At the very idea, Nancy inhaled sharply, forgetting the newly lit cigarette between her lips. Never before had the phrase “coughing up a lung” made so much sense.
Jonathan made a fairly noble attempt at stifling his laughter. “You okay?”
“That,” Nancy pronounced, between sputtering coughs, “was vile.”
Jonathan shrugged, still trying not to smile. “Bad habit anyway.”
“You want to get out of here?” Nancy asked. Not even sure where the thought had come from before it was out of her mouth.
But Jonathan nodded quickly. “Yes. I mean, yeah.”
It was hardly inevitable. Nancy could’ve turned back. She could’ve paid attention to the weather report that morning or stuck around at home and watched Holly, like she’d been doing all break. She got into Jonathan Byers’ car.
“How’s Chicago?” Jonathan asked, eventually, fiddling with the radio.
“Oh, you know,” Nancy said, looking out the window. “Windy.”
Jonathan laughed and something in her fluttered and Nancy forgot, for a moment, how conversation worked.
“How’s New York?”
“You know?” He grinned. “It never sleeps.”
And then she was smiling too, despite herself.
“But really,” Jonathan insisted. “Do you like it there?”
“I love it,” Nancy admitted, almost guiltily. “It’s here that’s the problem.”
Jonathan was quiet.
“But you get that, right?” If anyone could get it, it would be you.
But Jonathan just frowned. “You must miss some things, though. Harrington.”
“Well, yeah,” Nancy said at first, before his meaning sunk in, thinking of Mike. Holly, who was so big now. “I mean, no.

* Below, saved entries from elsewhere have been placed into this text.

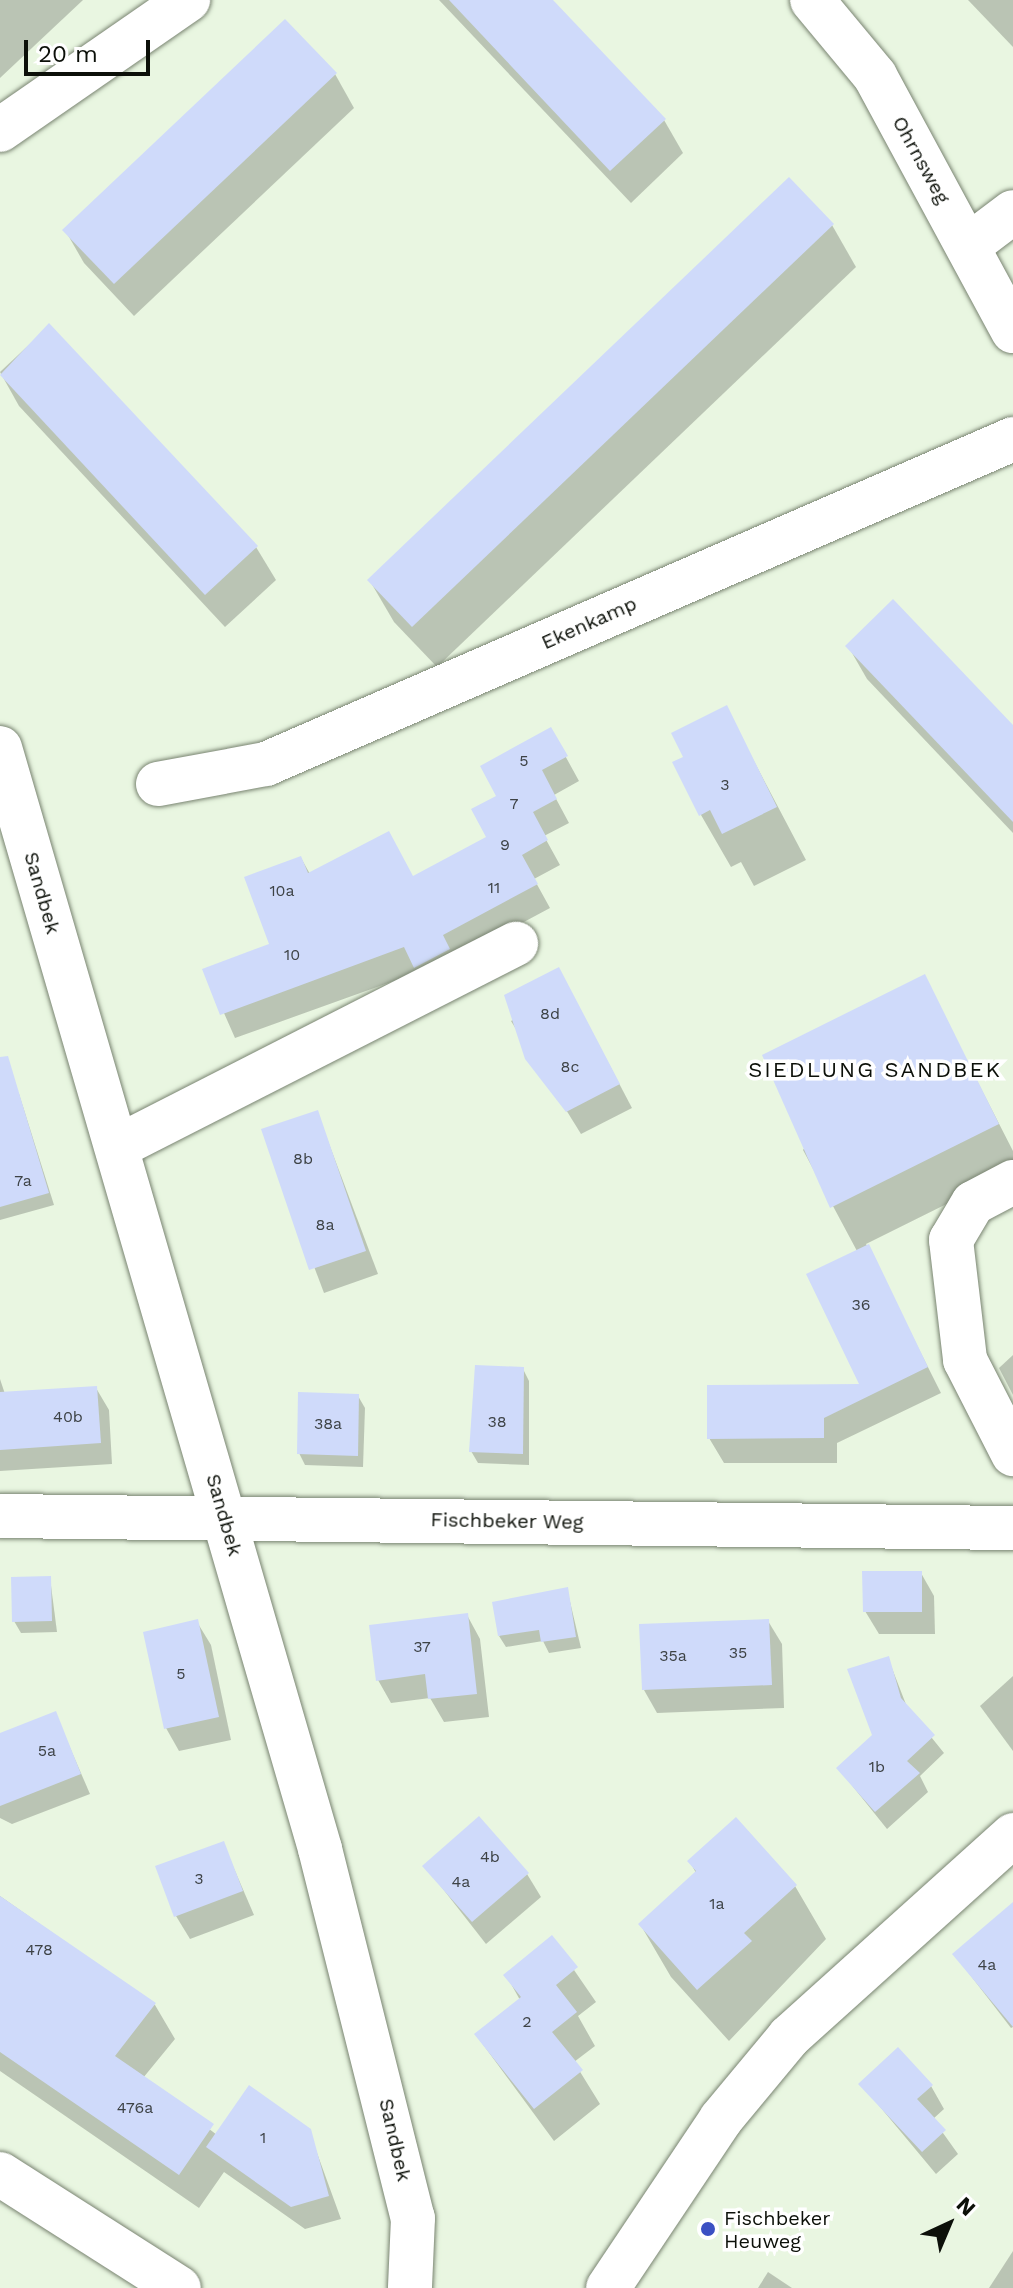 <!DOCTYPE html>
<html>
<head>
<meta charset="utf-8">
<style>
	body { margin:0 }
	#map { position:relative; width:1013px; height:2288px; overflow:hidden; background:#e9f6e1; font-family:"Work Sans",sans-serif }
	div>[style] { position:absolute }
	.shadow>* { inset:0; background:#0003 }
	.building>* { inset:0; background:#cfdafa }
	.roads { filter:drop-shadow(0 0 2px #798471) drop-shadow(0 0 2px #798471) }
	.minor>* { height:44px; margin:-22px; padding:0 22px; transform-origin:22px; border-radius:22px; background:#fff }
	.major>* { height:44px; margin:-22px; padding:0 22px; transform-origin:22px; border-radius:22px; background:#fff }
	.dots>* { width:22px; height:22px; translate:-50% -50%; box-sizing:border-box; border:4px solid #fff; border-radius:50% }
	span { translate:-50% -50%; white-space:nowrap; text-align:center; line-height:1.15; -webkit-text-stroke:7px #fff; paint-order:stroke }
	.number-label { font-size:16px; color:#3d4245 }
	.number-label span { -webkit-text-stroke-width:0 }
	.street-label { font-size:20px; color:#0c1009 }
	.poi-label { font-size:20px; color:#0c1009 }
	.left { translate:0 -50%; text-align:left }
	.neighbourhood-label { font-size:22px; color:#0c1009; letter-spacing:2px }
	.north { position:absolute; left:909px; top:2184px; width:80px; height:80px; -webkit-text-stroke:6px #fff; paint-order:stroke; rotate:44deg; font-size:22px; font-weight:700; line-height:32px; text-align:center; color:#0c1009 }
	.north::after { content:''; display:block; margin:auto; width:28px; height:36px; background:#0c1009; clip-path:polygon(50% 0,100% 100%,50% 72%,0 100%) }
	.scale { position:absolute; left:24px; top:40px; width:126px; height:36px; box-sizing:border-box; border:4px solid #0c1009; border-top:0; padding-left:10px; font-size:24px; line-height:28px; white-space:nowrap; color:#0c1009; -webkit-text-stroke:6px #fff; paint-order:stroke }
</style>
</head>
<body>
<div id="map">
	<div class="shadow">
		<div style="clip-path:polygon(0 0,83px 0,0 78px)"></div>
		<div style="clip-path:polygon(439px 0,551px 0,664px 120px,683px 153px,631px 203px)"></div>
		<div style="clip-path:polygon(968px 0,1013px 0,1013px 47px)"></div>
		<div style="clip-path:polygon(335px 74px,354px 108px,134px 316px,84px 263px,65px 230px)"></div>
		<div style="clip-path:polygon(832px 225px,856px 267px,437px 667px,394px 622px,370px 581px)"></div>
		<div style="clip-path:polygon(49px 326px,256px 547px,276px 580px,225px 627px,19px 406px,0 372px)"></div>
		<div style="clip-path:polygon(848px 646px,1013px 728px,1013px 833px,867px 679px)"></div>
		<div style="clip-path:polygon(726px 708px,806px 860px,754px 886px,741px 862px,731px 867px,701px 815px,686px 758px)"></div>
		<div style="clip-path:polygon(551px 730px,579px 781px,554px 795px,569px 823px,544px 836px,560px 865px,534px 879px,550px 908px,455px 959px,235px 1038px,205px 970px,272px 945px,301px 858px,310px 874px,413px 879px,489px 838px,498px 796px)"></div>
		<div style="clip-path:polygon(924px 977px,1013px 1151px,1013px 1171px,866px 1244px,941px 1393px,837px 1443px,837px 1463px,724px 1463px,709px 1438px,862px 1386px,857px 1251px,803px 1150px)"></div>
		<div style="clip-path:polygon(571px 992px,632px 1108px,581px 1134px,511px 1021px)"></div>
		<div style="clip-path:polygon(19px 1094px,54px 1205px,0 1220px,0 1099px)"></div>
		<div style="clip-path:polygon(317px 1112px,378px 1274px,324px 1293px,263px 1131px)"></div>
		<div style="clip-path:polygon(1013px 1355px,1013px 1395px,999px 1368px)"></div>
		<div style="clip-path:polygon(523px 1369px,529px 1381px,529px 1465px,478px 1463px,471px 1451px)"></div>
		<div style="clip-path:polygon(0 1379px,5px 1394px,96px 1388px,109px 1410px,112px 1464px,0 1471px)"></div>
		<div style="clip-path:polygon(358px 1396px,365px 1408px,363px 1467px,305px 1465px,299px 1453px)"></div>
		<div style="clip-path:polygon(921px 1573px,934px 1596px,935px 1634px,879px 1634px,865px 1611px)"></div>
		<div style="clip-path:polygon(50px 1578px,57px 1632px,21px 1633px,14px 1621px)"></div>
		<div style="clip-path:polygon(567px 1589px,581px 1648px,549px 1653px,543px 1641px,506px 1647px,499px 1636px)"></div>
		<div style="clip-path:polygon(467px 1615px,480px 1639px,489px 1717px,444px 1722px,430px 1698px,391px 1703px,378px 1680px)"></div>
		<div style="clip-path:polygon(768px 1621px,782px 1644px,784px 1708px,657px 1713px,644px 1690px)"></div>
		<div style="clip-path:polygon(197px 1622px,211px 1645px,231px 1740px,179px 1751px,166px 1728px)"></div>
		<div style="clip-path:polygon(888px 1658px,907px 1707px,944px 1753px,920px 1776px,928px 1792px,887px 1829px,838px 1768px,874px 1736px)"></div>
		<div style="clip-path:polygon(1013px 1676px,1013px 1751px,980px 1706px)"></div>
		<div style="clip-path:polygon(55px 1713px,90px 1794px,12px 1824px,0 1818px,0 1735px)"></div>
		<div style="clip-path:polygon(223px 1843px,254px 1915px,190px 1939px,176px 1916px)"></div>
		<div style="clip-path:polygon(690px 1862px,795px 1886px,826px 1939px,729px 2041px,671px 1977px,640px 1924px,696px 1873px)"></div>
		<div style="clip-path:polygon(425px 1866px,527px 1874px,541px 1897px,486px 1944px)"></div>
		<div style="clip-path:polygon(0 1896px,155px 2005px,175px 2039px,143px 2078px,217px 2135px,309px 2131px,341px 2219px,305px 2229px,224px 2172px,199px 2208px,0 2071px)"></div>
		<div style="clip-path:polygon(1013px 1905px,1013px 2027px,1011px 2028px,954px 1954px)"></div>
		<div style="clip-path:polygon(552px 1938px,596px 2002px,578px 2016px,595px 2046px,574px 2062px,600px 2104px,554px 2141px,476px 2035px,520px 2000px,506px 1975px)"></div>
		<div style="clip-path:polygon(861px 2084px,931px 2086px,944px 2109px,933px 2119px,958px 2154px,936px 2174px)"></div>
		<div style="clip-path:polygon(1013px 2251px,1013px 2288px,989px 2288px)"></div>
		<div style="clip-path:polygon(768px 2272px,792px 2288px,758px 2288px)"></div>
	</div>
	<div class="building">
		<div style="clip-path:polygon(449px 0,553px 0,666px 119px,610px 171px)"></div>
		<div style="clip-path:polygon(285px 19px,337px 73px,114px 284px,62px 230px)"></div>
		<div style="clip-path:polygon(789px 177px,834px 224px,412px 627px,367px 580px)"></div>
		<div style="clip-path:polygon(49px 323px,258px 546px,205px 595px,0 375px)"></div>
		<div style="clip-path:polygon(893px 599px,1013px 725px,1013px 822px,845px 646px)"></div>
		<div style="clip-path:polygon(727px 705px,777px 807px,722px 834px,710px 810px,699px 816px,672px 762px,683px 757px,671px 733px)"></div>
		<div style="clip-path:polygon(551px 727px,568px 756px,542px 770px,557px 799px,533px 812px,548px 840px,522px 855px,538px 884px,443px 935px,450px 949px,414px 968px,404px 947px,220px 1015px,202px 969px,269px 944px,244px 877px,301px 856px,308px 873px,389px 831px,413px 876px,486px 837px,471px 809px,496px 796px,480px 766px)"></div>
		<div style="clip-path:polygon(559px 967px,620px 1084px,566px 1112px,525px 1059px,504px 995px)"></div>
		<div style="clip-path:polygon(925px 974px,999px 1124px,830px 1208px,762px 1055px)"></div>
		<div style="clip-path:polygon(8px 1056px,49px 1193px,0 1207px,0 1057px)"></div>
		<div style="clip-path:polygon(318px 1110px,366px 1251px,309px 1270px,261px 1129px)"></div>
		<div style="clip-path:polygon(869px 1244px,928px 1367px,824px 1418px,824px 1438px,707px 1439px,707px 1385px,859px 1384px,806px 1274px)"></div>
		<div style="clip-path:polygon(475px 1365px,524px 1367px,523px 1454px,469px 1452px)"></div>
		<div style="clip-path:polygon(97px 1386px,101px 1443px,0 1450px,0 1392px)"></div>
		<div style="clip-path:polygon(298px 1392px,359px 1394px,358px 1456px,297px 1454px)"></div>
		<div style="clip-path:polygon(862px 1571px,922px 1571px,922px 1612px,863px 1612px)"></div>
		<div style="clip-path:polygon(51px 1576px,52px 1621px,12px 1622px,11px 1577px)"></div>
		<div style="clip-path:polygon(568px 1587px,576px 1637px,541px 1642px,539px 1630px,498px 1636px,492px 1602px)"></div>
		<div style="clip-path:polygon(468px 1613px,477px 1694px,428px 1699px,425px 1674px,376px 1681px,369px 1625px)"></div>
		<div style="clip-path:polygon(198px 1619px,219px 1717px,164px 1729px,143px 1632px)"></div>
		<div style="clip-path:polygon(769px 1619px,772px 1685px,642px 1690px,639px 1624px)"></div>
		<div style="clip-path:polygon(889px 1656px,901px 1698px,935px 1735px,907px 1761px,920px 1773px,875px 1812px,836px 1768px,872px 1735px,847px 1669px)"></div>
		<div style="clip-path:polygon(56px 1711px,81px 1774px,0 1806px,0 1733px)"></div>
		<div style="clip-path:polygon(479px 1816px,529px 1873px,472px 1922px,422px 1866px)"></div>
		<div style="clip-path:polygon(736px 1817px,797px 1885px,744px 1933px,752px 1941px,697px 1990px,638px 1924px,696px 1871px,687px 1861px)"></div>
		<div style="clip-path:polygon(224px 1841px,243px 1891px,174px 1917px,155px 1866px)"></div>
		<div style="clip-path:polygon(0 1896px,156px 2003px,115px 2056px,214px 2124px,179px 2175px,0 2052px)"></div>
		<div style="clip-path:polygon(1013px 1902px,1013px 2027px,952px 1954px)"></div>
		<div style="clip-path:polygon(552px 1935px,578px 1967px,556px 1985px,577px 2012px,552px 2032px,583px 2070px,534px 2109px,474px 2034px,521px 1997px,503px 1975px)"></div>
		<div style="clip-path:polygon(898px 2047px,933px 2085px,917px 2099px,946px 2130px,922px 2152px,858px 2084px)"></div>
		<div style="clip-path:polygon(249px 2085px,311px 2129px,329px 2196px,291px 2207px,206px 2147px)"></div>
	</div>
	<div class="roads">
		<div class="minor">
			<div style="left:812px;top:0;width:99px;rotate:50.3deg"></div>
			<div style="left:875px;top:76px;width:290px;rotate:61.6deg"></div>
			<div style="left:0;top:130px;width:229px;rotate:-34.7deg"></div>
			<div style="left:968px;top:246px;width:56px;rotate:-37.1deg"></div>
			<div style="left:0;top:748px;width:1147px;rotate:73.79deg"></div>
			<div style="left:320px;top:1849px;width:381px;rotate:75.9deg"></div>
			<div style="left:413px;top:2218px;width:70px;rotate:92.5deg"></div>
			<div style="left:158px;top:784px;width:110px;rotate:-10.5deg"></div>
			<div style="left:266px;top:764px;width:815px;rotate:-23.51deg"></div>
			<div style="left:117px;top:1147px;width:448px;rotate:-27deg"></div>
			<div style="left:1013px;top:1182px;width:45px;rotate:152.3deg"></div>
			<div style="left:973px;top:1203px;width:43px;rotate:120.7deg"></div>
			<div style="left:951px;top:1240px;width:121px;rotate:83.3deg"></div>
			<div style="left:965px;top:1360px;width:106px;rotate:62.9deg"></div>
			<div style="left:0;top:1516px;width:1013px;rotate:0.68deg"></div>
			<div style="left:608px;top:2288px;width:203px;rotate:-56.2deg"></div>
			<div style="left:721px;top:2119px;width:107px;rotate:-50.3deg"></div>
			<div style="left:789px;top:2037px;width:302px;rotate:-42deg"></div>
		</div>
		<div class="major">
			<div style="left:0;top:2174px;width:212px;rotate:32.5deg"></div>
		</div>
	</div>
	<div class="dots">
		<div style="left:708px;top:2229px;background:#3b50c3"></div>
	</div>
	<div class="number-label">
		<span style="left:524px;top:761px">5</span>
		<span style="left:725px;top:785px">3</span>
		<span style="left:514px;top:804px">7</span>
		<span style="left:505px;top:845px">9</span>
		<span style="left:494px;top:888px">11</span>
		<span style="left:282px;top:891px">10a</span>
		<span style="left:292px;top:955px">10</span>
		<span style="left:550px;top:1014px">8d</span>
		<span style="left:570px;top:1067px">8c</span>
		<span style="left:303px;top:1159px">8b</span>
		<span style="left:23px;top:1181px">7a</span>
		<span style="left:325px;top:1225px">8a</span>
		<span style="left:861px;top:1305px">36</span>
		<span style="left:68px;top:1417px">40b</span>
		<span style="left:497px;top:1422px">38</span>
		<span style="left:328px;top:1424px">38a</span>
		<span style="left:422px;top:1647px">37</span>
		<span style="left:738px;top:1653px">35</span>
		<span style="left:673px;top:1656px">35a</span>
		<span style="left:181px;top:1674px">5</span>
		<span style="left:47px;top:1751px">5a</span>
		<span style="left:877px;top:1767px">1b</span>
		<span style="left:490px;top:1857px">4b</span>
		<span style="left:199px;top:1879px">3</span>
		<span style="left:461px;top:1882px">4a</span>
		<span style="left:717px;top:1904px">1a</span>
		<span style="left:39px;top:1950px">478</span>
		<span style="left:987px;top:1965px">4a</span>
		<span style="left:527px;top:2022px">2</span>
		<span style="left:135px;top:2108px">476a</span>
		<span style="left:263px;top:2138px">1</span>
	</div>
	<div class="street-label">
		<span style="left:921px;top:160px;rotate:61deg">Ohrnsweg</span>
		<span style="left:589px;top:623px;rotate:-24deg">Ekenkamp</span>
		<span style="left:42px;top:893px;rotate:74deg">Sandbek</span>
		<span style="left:224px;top:1515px;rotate:74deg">Sandbek</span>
		<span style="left:507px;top:1521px;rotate:1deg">Fischbeker Weg</span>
		<span style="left:395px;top:2140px;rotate:77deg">Sandbek</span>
	</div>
	<div class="poi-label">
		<span class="left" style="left:724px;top:2230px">Fischbeker<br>Heuweg</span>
	</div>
	<div class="neighbourhood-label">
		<span style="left:875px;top:1070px">SIEDLUNG SANDBEK</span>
	</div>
	<div class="north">N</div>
	<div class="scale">20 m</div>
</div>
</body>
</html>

Not like that.” She shook her head.
“Steve and I broke up. Uh, right before Christmas.”
Jonathan raised an eyebrow. “Harsh.”
Nancy let it roll off her shoulders. “I guess. But it was a long time coming. With him at IU and… well. It just wasn’t going to happen.”
Jonathan just nodded. For a moment, the silence hung.
“Where are we even going?” Nancy asked, just to break the spell.
“Dunno. This was your idea,” Jonathan admitted, shrugging.
“I guess driving around Hawkins in the rain is marginally less depressing than walking around Hawkins in the rain.”
“So that’s what you were doing,” Jonathan said. “Not just— what was it you said? Bumming cigs?”
“Smokes,” Nancy corrected, smiling. “I was kidding.”
“Yeah, I worked that one out eventually.”
“You know I don’t smoke!” Nancy almost giggled, forgetting that she used to do that.
“Maybe you had taken it up!” Jonathan laughed. “I don’t know what you get up to on the mean streets of Chicago.”
“The mean— ” Nancy couldn’t even say it without starting to laugh. “You’re ridiculous. Or, I mean, you’re not but— you know, I missed you.”
Jonathan just looked at her for a long moment as the car glided to a stop.
“I missed you too.”
A car behind them honked.
Nancy cleared her throat. “So. Where are we off to?”
Jonathan chewed on his bottom lip for a second before answering with measured coolness. “My house?”
“Yeah,” Nancy answered, too quickly. “Okay.”